The Magician's Elephant The Magician’s Elephant by Kate DiCamillo

Oh boy, I wanted to like this one. I adored The Tale of Despereaux Being the Story of a Mouse, a Princess, Some Soup and a Spool of Thread, I enjoyed Because of Winn-Dixie, I was fascinated with The Miraculous Journey of Edward Tulane (and loved the illustrations), but this left me a little cold. I’ve been trying to put my finger on it, since this is on this year’s OLA Mock Newbery list and I’ll have to back up my opinion. I didn’t feel that it went deep enough – it stayed on the surface of a potentially interesting story, and that simplicity, which felt intentional, ended up feeling too much like a fable for me. I detest novel-length fables. I want characters, not archetypes. I just skimmed across the surface and thought, “pretty sentence” and waited to be caught up in the story. There were too many characters introduced too quickly and too briefly. This is, perhaps, a matter of taste. I’ll have to work on my argument before the discussion rolls around in January.

View all my reviews >>

In addition to the Mock Printz this January, I’m also going to a Mock Newbery workshop.  For some reason, I’m not as fired up about these titles, but it’s been a few years since I went to one (the infamous year of Criss Cross, which I couldn’t even bring myself to finish for the workshop), so I’m looking forward to it.  This is a longer, full-day workshop, so hopefully that will mean more time to discuss each title.  Here’s the list:

  • Almost Astronauts: 13 Women Who Dared to Dream by Tanya Lee Stone. Candlewick, 2009.
  • Heart of a Shepherd by Roseanne Parry.  Random House Books for Young Readers, 2009.
  • How Oliver Olson Changed the World by Claudia Mills.  Farrar, Straus and Giroux, 2009.
  • The Magician’s Elephant by Kate DiCamillo. Candlewick, 2009.
  • Red Sings from Treetops: A Year in Colors by Joyce Sidman.  Houghton Mifflin Books for Children, 2009.
  • A Season of Gifts by Richard Peck.  Dial, 2009.
  • When You Reach Me by Rebecca Stead.  Wendy Lamb Books, 2009.
  • Where the Mountain Meets the Moon by Grace Lin. Little, Brown Books for Young Readers, 2009.

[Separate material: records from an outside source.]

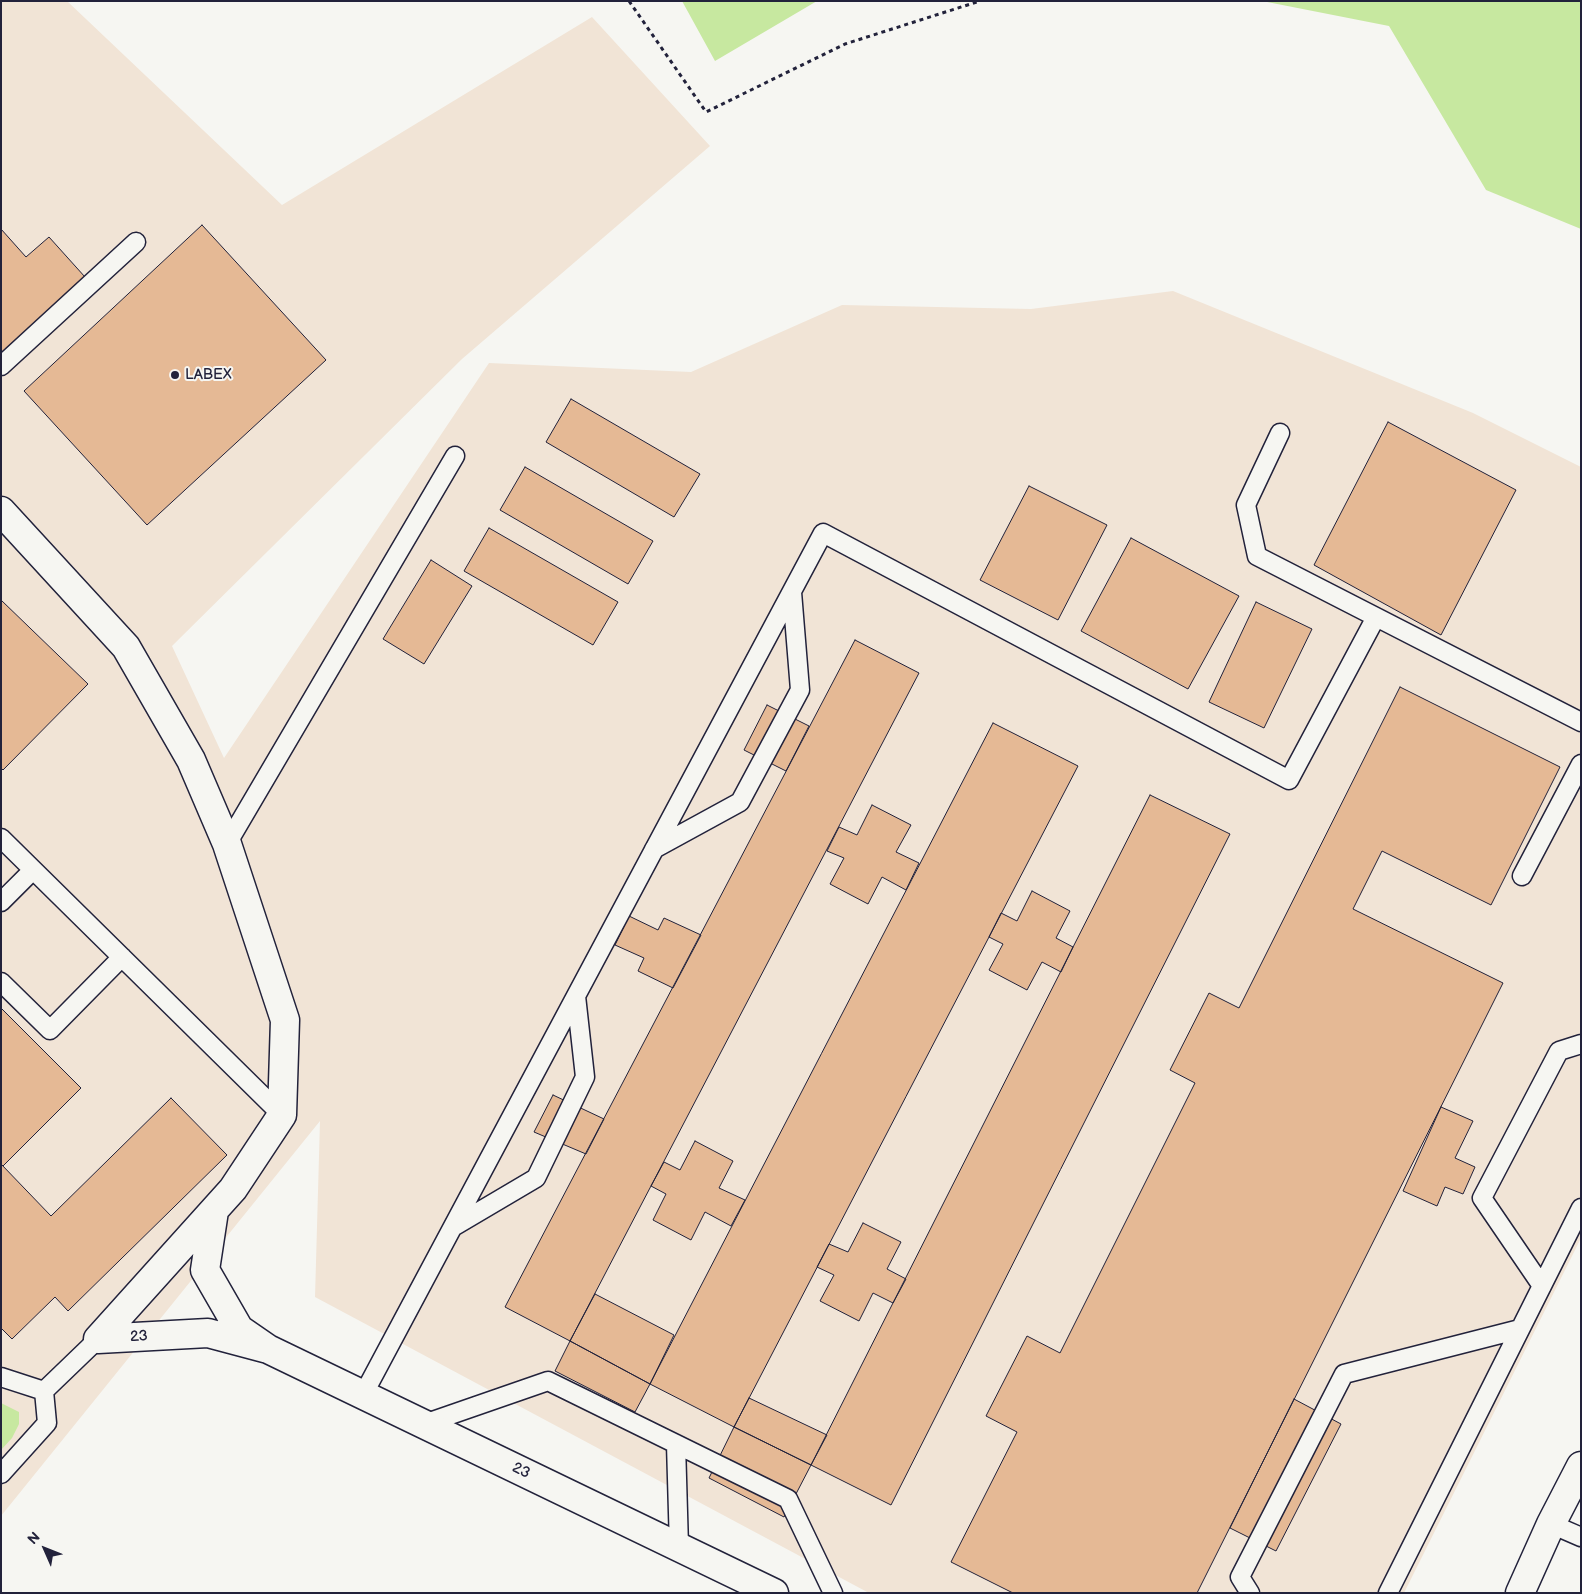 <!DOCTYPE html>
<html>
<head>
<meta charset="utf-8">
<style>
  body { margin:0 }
  #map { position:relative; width:1582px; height:1594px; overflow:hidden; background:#f6f6f2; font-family:"Balsamiq Sans",sans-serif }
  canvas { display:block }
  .frame { position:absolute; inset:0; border:2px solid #22223b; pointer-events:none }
  .north { position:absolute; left:20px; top:1524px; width:50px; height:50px; -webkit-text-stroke:4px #f6f6f2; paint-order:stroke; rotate:314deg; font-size:14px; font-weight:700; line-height:20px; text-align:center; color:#22223b }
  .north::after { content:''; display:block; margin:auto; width:18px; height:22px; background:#22223b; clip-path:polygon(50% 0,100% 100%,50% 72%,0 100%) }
</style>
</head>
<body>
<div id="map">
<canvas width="1582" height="1594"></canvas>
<div class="frame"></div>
<div class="north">N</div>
</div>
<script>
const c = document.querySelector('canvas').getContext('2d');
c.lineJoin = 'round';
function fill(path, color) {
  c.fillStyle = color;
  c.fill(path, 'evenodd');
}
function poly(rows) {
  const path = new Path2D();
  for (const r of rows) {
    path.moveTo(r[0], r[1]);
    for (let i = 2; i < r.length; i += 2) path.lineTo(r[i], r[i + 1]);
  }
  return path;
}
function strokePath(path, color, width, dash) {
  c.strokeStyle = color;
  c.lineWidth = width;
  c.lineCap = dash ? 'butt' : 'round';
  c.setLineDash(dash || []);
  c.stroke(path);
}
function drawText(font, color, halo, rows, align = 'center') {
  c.font = font + ' "Balsamiq Sans",sans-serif';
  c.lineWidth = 4;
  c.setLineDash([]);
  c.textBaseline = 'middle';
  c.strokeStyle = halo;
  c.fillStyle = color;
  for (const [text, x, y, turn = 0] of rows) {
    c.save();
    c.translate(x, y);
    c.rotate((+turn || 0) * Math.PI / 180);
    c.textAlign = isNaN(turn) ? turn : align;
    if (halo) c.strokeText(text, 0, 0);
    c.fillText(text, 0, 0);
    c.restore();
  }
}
const built = poly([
  [1,1,67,1,282,205,592,17,710,146,462,359,172,646,224,758,489,363,691,372,842,305,1031,309,1173,291,1473,413,1581,467,1581,1238,1404,1593,869,1593,315,1297,320,1121,1,1516]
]);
const green = poly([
  [682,1,817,1,715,61],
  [1262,1,1581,1,1581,229,1486,190,1389,26],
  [1,1403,19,1412,19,1424,12,1438,1,1450]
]);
const building = poly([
  [202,225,326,360,147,525,24,391,202,225],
  [1,229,26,257,49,237,85,277,1,353,1,229],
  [571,399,700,474,674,517,546,442,571,399],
  [1388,422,1516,490,1441,635,1314,565,1388,422],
  [525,467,653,541,628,584,500,510,525,467],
  [1029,486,1107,525,1058,620,980,580,1029,486],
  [489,528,618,602,593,645,464,571,489,528],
  [1131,538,1239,596,1188,689,1081,631,1131,538],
  [431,560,472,586,424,664,383,639,431,560],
  [1,600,88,684,3,770,1,768,1,600],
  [1256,602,1312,629,1264,728,1209,702,1256,602],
  [855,640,919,673,570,1341,505,1307,855,640],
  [1400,687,1560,767,1491,905,1382,851,1353,909,1503,983,1197,1593,1013,1593,951,1562,1017,1432,986,1416,1027,1336,1060,1353,1195,1083,1170,1070,1209,993,1239,1008,1400,687],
  [767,705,809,726,786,771,744,750,767,705],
  [993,723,1078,766,734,1427,650,1384,993,723],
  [1150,795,1230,834,891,1505,811,1465,1150,795],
  [872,805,911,825,896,852,919,863,906,890,882,877,868,904,830,884,844,858,827,851,839,827,857,835,872,805],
  [1032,891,1070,911,1056,938,1073,947,1061,972,1042,962,1027,990,989,970,1003,944,989,937,1001,913,1017,921,1032,891],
  [629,916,658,930,664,918,701,935,673,988,638,971,644,958,615,945,629,916],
  [1,1008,81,1088,3,1166,1,1164,1,1008],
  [553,1095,604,1119,586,1154,534,1132,553,1095],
  [171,1098,227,1155,68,1311,55,1297,12,1339,1,1328,1,1164,51,1216,171,1098],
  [1441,1107,1473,1121,1455,1158,1475,1167,1463,1194,1445,1187,1437,1206,1403,1191,1441,1107],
  [695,1141,733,1161,719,1188,745,1200,731,1226,705,1212,691,1240,653,1220,666,1194,651,1186,664,1162,680,1170,695,1141],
  [863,1223,901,1242,887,1269,906,1279,893,1303,873,1293,859,1321,820,1301,834,1275,817,1267,829,1244,848,1252,863,1223],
  [595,1294,674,1335,650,1384,570,1341,595,1294],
  [570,1341,650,1384,635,1412,555,1371,570,1341],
  [749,1398,827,1435,811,1465,734,1427,749,1398],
  [1294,1399,1341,1424,1276,1551,1230,1528,1294,1399],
  [734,1427,811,1465,784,1517,709,1478,734,1427]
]);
const path = poly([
  [629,1,706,112,845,44,980,1]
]);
const lane = poly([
  [1,366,136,242],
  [1280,433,1246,505,1257,556,1581,722],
  [1,838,282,1115],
  [227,844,455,456],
  [654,849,740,802,800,690,792,592],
  [1522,876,1581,764],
  [1,902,33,870],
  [1,982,50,1030,122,957],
  [453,1227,536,1178,585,1077,576,996],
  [1542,1286,1482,1198,1559,1051,1581,1044],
  [1,1377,44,1391],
  [44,1391,98,1339],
  [363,1395,823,533,1289,780,1376,617],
  [424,1424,548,1381,788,1499,833,1593],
  [676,1444,679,1547],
  [1,1474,47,1423,44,1391],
  [1551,1524,1581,1537],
  [1250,1593,1240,1577,1344,1374,1520,1329],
  [1388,1593,1581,1208]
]);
const street = poly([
  [1,511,126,647,191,760,227,844,285,1020,282,1115,233,1189,98,1339],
  [98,1339,208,1333,268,1349,239,1329,205,1270,214,1211],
  [268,1349,774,1593]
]);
const secondary = poly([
  [1520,1593,1551,1524,1581,1466]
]);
const markers = [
  [175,375,5,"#22223b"]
];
const poiNames = [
  ["LABEX",185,375]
];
const streetNames = [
  ["23",139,1337,-3],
  ["23",521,1471,26]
];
fill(built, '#f1e4d6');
fill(green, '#c7e8a0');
fill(building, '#e5b995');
strokePath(building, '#22223b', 1);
strokePath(lane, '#22223b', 21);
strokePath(street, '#22223b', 31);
strokePath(secondary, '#22223b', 31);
strokePath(path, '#22223b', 3, [4, 4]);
strokePath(lane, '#f6f6f2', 18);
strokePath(street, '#f6f6f2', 28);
strokePath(secondary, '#f6f6f2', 28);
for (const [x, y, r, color] of markers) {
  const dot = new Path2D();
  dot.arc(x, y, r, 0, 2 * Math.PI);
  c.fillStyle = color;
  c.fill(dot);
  strokePath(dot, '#f6f6f2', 2);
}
drawText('15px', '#22223b', '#f6f6f2', poiNames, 'left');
drawText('15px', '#22223b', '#f6f6f2', streetNames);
</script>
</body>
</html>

So far I’ve read When You Reach Me and A Season of Gifts, and out of the two my choice would be When You Reach Me.  I like that they’ve thrown some non-fiction and poetry into the mix, and all in all they’re fairly short books, which works in my favor when I’ve got two lists to read through.  I am disappointed that my personal favorite, The Evolution of Calpurnia Tate, didn’t make the list, but such is life.  I’ll update as I work through the list and add more reviews.

Also, for anyone who enjoys the whole Mock Newbery thing, the SLJ blog Heavy Medal is a must read.  They’ve discussed A Season of Gifts and When You Reach Me at length, and there are some interesting conversations going on about plot, style, nonfiction, age level, and where picture book texts fit into things.  Always thoughtful and occasionally riling – and definitely look at the comments.